PROBLEM DETAILS
Please transcribe all of the records precisely.

DATA TO EXAMINE

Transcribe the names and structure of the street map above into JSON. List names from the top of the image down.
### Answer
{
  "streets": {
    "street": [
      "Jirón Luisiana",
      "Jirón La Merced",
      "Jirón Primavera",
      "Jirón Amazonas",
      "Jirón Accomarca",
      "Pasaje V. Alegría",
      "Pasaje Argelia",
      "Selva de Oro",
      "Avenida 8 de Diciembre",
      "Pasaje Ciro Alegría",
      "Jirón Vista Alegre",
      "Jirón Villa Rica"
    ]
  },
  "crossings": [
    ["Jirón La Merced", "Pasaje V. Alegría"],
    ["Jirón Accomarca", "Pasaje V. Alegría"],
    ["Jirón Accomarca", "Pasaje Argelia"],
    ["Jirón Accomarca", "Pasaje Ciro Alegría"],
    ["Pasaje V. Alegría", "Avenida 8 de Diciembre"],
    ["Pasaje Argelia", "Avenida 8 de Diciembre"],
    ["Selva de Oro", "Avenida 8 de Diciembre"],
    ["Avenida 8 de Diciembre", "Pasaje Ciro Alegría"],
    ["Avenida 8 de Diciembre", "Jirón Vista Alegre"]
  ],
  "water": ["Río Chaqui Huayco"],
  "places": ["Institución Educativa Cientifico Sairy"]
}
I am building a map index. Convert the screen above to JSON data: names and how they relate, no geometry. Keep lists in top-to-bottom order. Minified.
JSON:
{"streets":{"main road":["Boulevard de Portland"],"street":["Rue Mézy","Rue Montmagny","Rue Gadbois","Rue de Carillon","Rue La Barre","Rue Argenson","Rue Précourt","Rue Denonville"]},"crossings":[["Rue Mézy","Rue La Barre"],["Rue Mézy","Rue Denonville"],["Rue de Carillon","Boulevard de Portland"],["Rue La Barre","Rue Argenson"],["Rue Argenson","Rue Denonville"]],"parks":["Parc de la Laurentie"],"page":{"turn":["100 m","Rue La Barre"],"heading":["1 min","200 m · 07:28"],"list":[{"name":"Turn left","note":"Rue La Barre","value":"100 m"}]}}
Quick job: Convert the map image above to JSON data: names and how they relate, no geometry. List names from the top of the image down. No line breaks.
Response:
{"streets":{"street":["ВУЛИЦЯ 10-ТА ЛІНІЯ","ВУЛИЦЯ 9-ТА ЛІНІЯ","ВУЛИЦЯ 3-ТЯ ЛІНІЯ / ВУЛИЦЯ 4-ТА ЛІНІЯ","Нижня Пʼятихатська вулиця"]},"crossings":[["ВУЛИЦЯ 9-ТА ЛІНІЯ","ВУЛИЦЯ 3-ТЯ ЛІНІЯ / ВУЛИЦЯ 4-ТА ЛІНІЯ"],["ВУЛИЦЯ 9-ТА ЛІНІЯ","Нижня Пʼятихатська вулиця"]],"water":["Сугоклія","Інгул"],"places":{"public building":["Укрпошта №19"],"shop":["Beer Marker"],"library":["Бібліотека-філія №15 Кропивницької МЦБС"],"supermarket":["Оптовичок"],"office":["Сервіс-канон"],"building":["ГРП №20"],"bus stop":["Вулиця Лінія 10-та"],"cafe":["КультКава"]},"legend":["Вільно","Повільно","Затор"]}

EXERCISE SOLUTION
Transcribe the names and structure of the street map above into JSON. List names from the top of the image down.
### Answer
{
  "streets": {
    "street": [
      "Jirón Luisiana",
      "Jirón La Merced",
      "Jirón Primavera",
      "Jirón Amazonas",
      "Jirón Accomarca",
      "Pasaje V. Alegría",
      "Pasaje Argelia",
      "Selva de Oro",
      "Avenida 8 de Diciembre",
      "Pasaje Ciro Alegría",
      "Jirón Vista Alegre",
      "Jirón Villa Rica"
    ]
  },
  "crossings": [
    ["Jirón La Merced", "Pasaje V. Alegría"],
    ["Jirón Accomarca", "Pasaje V. Alegría"],
    ["Jirón Accomarca", "Pasaje Argelia"],
    ["Jirón Accomarca", "Pasaje Ciro Alegría"],
    ["Pasaje V. Alegría", "Avenida 8 de Diciembre"],
    ["Pasaje Argelia", "Avenida 8 de Diciembre"],
    ["Selva de Oro", "Avenida 8 de Diciembre"],
    ["Avenida 8 de Diciembre", "Pasaje Ciro Alegría"],
    ["Avenida 8 de Diciembre", "Jirón Vista Alegre"]
  ],
  "water": ["Río Chaqui Huayco"],
  "places": ["Institución Educativa Cientifico Sairy"]
}
I am building a map index. Convert the screen above to JSON data: names and how they relate, no geometry. Keep lists in top-to-bottom order. Minified.
JSON:
{"streets":{"main road":["Boulevard de Portland"],"street":["Rue Mézy","Rue Montmagny","Rue Gadbois","Rue de Carillon","Rue La Barre","Rue Argenson","Rue Précourt","Rue Denonville"]},"crossings":[["Rue Mézy","Rue La Barre"],["Rue Mézy","Rue Denonville"],["Rue de Carillon","Boulevard de Portland"],["Rue La Barre","Rue Argenson"],["Rue Argenson","Rue Denonville"]],"parks":["Parc de la Laurentie"],"page":{"turn":["100 m","Rue La Barre"],"heading":["1 min","200 m · 07:28"],"list":[{"name":"Turn left","note":"Rue La Barre","value":"100 m"}]}}
Quick job: Convert the map image above to JSON data: names and how they relate, no geometry. List names from the top of the image down. No line breaks.
Response:
{"streets":{"street":["ВУЛИЦЯ 10-ТА ЛІНІЯ","ВУЛИЦЯ 9-ТА ЛІНІЯ","ВУЛИЦЯ 3-ТЯ ЛІНІЯ / ВУЛИЦЯ 4-ТА ЛІНІЯ","Нижня Пʼятихатська вулиця"]},"crossings":[["ВУЛИЦЯ 9-ТА ЛІНІЯ","ВУЛИЦЯ 3-ТЯ ЛІНІЯ / ВУЛИЦЯ 4-ТА ЛІНІЯ"],["ВУЛИЦЯ 9-ТА ЛІНІЯ","Нижня Пʼятихатська вулиця"]],"water":["Сугоклія","Інгул"],"places":{"public building":["Укрпошта №19"],"shop":["Beer Marker"],"library":["Бібліотека-філія №15 Кропивницької МЦБС"],"supermarket":["Оптовичок"],"office":["Сервіс-канон"],"building":["ГРП №20"],"bus stop":["Вулиця Лінія 10-та"],"cafe":["КультКава"]},"legend":["Вільно","Повільно","Затор"]}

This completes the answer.